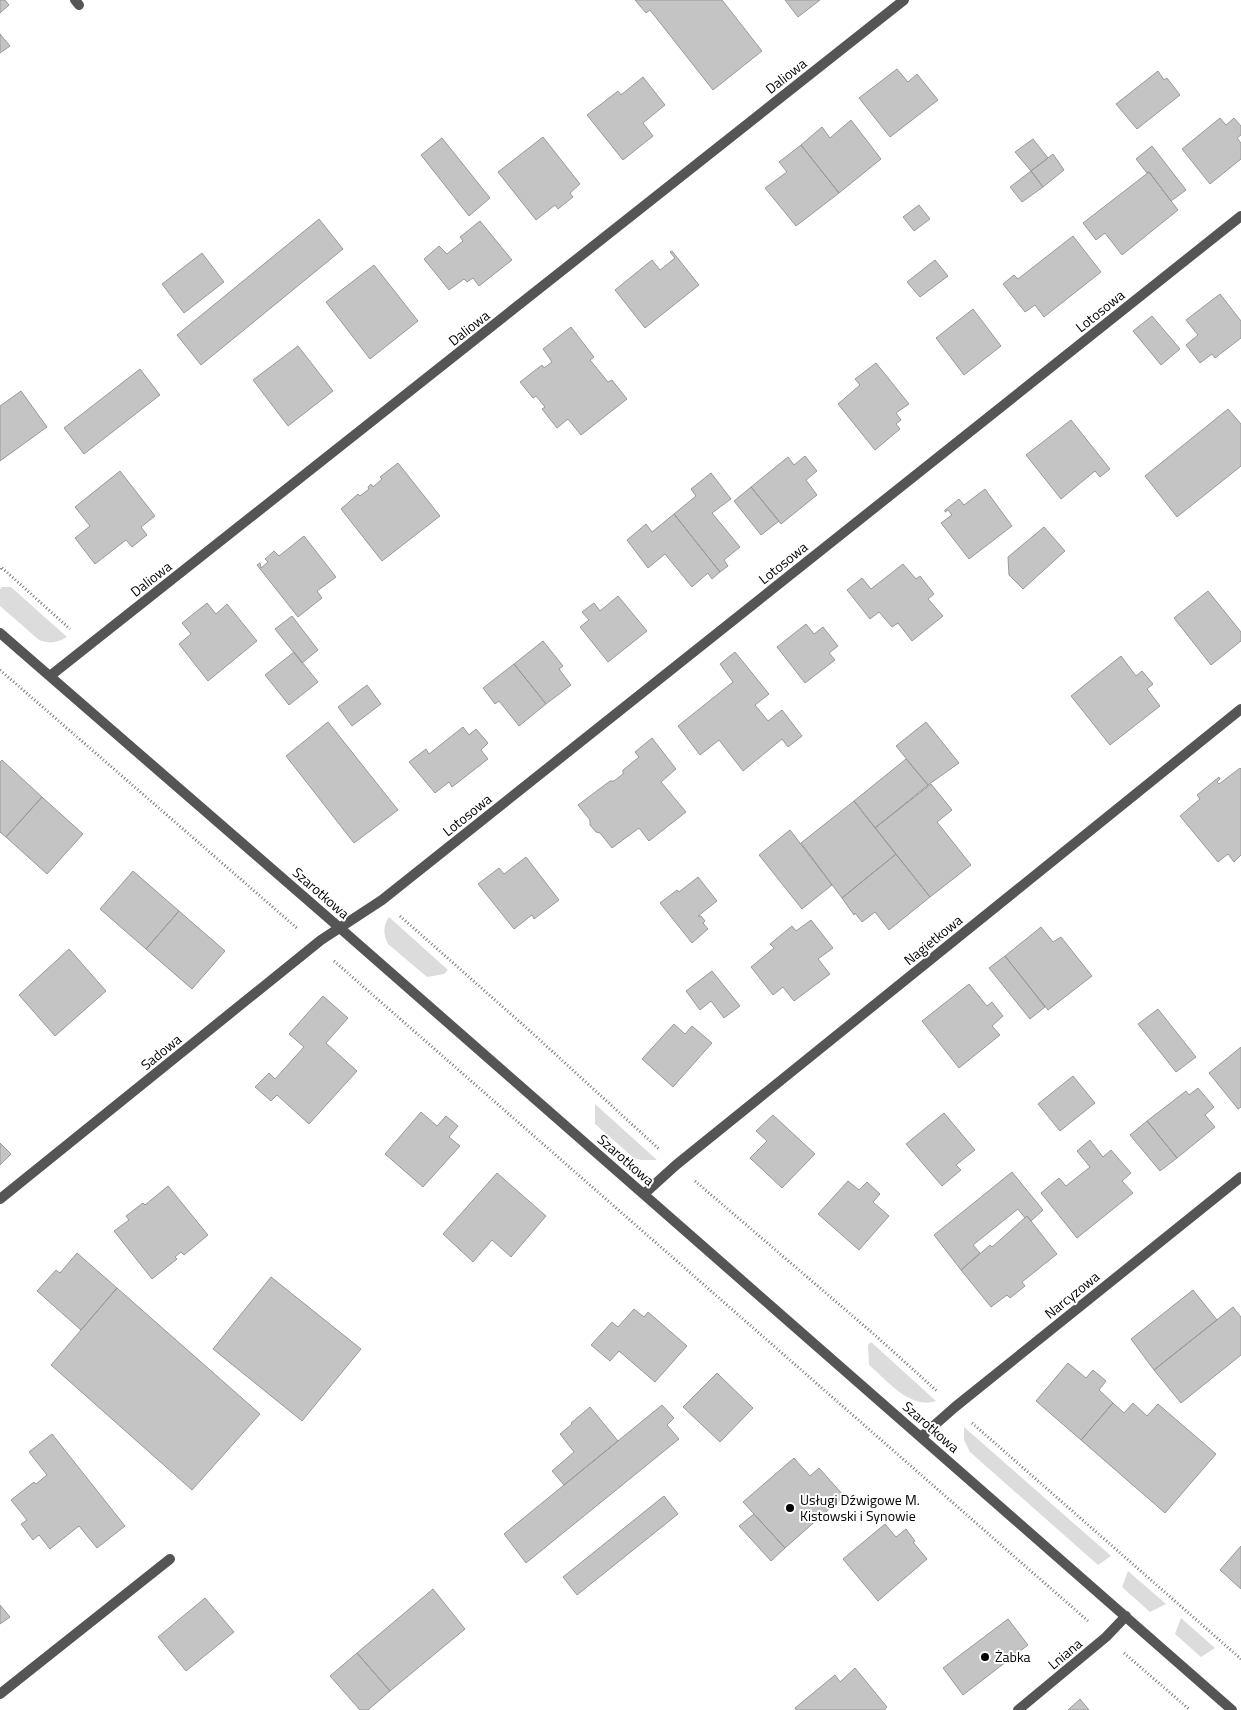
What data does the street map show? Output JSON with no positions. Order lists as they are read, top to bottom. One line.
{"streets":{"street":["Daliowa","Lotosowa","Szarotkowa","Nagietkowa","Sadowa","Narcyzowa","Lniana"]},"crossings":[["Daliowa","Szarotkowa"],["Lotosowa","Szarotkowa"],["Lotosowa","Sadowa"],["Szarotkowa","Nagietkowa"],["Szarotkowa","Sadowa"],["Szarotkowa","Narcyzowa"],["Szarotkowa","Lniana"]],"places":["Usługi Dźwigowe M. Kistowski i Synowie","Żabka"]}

..............................

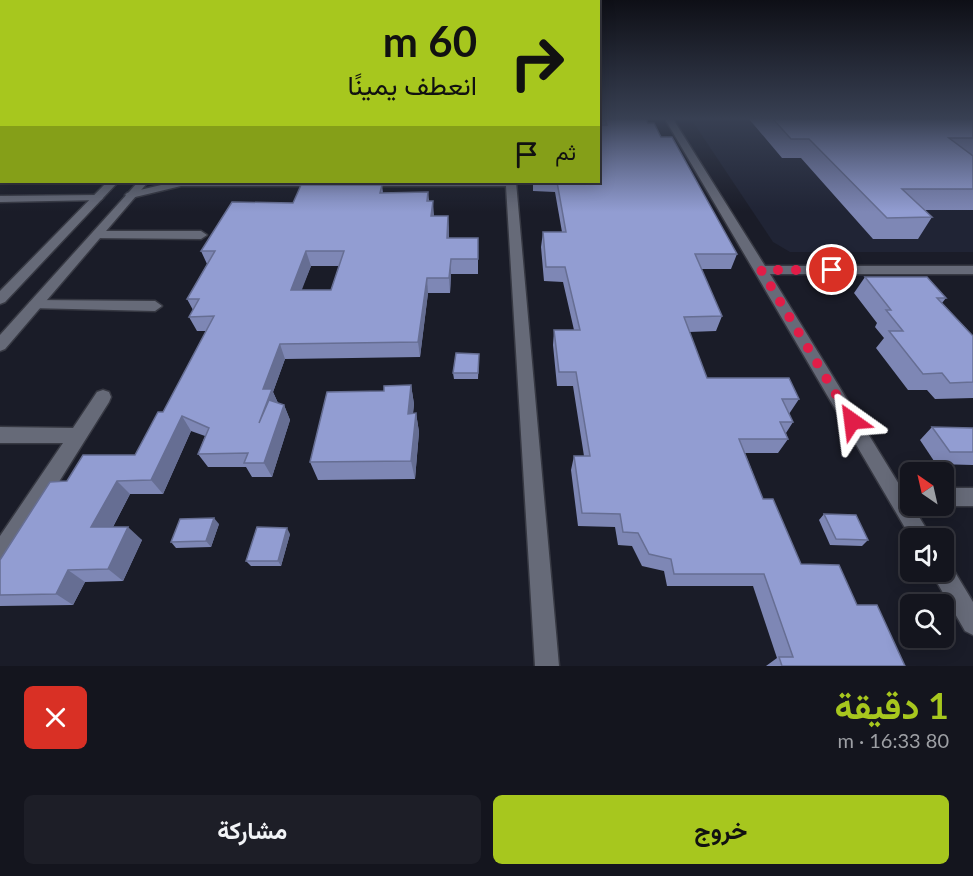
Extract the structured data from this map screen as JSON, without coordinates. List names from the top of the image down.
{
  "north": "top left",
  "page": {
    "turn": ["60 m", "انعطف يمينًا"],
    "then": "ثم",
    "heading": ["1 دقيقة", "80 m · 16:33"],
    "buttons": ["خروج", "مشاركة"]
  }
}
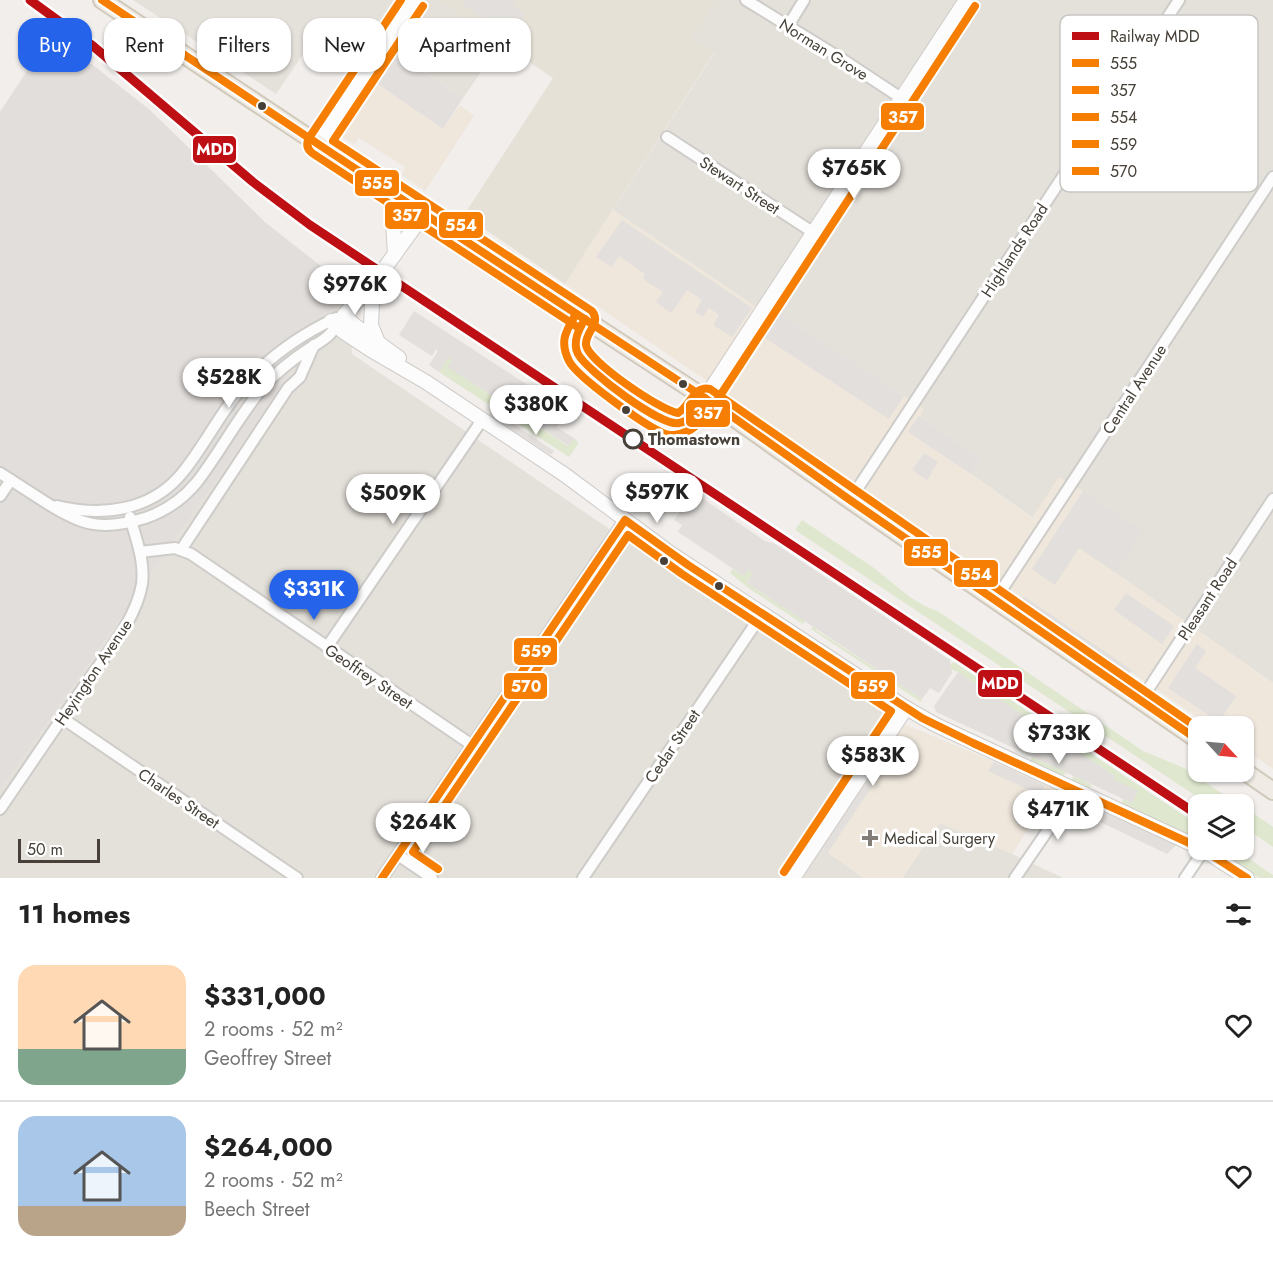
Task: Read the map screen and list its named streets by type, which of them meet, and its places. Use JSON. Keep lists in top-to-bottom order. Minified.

..............................

*What to do*. Lines wanted from the entries above: the one with "Extract the structured", the one with "Task: Read the", and all lines between. Please copy them exactly, without the pictures and without anything else.

*Answer below*.
Extract the structured data from this map screen as JSON, without coordinates. List names from the top of the image down.
{
  "north": "top left",
  "page": {
    "turn": ["60 m", "انعطف يمينًا"],
    "then": "ثم",
    "heading": ["1 دقيقة", "80 m · 16:33"],
    "buttons": ["خروج", "مشاركة"]
  }
}
Task: Read the map screen and list its named streets by type, which of them meet, and its places. Use JSON. Keep lists in top-to-bottom order. Minified.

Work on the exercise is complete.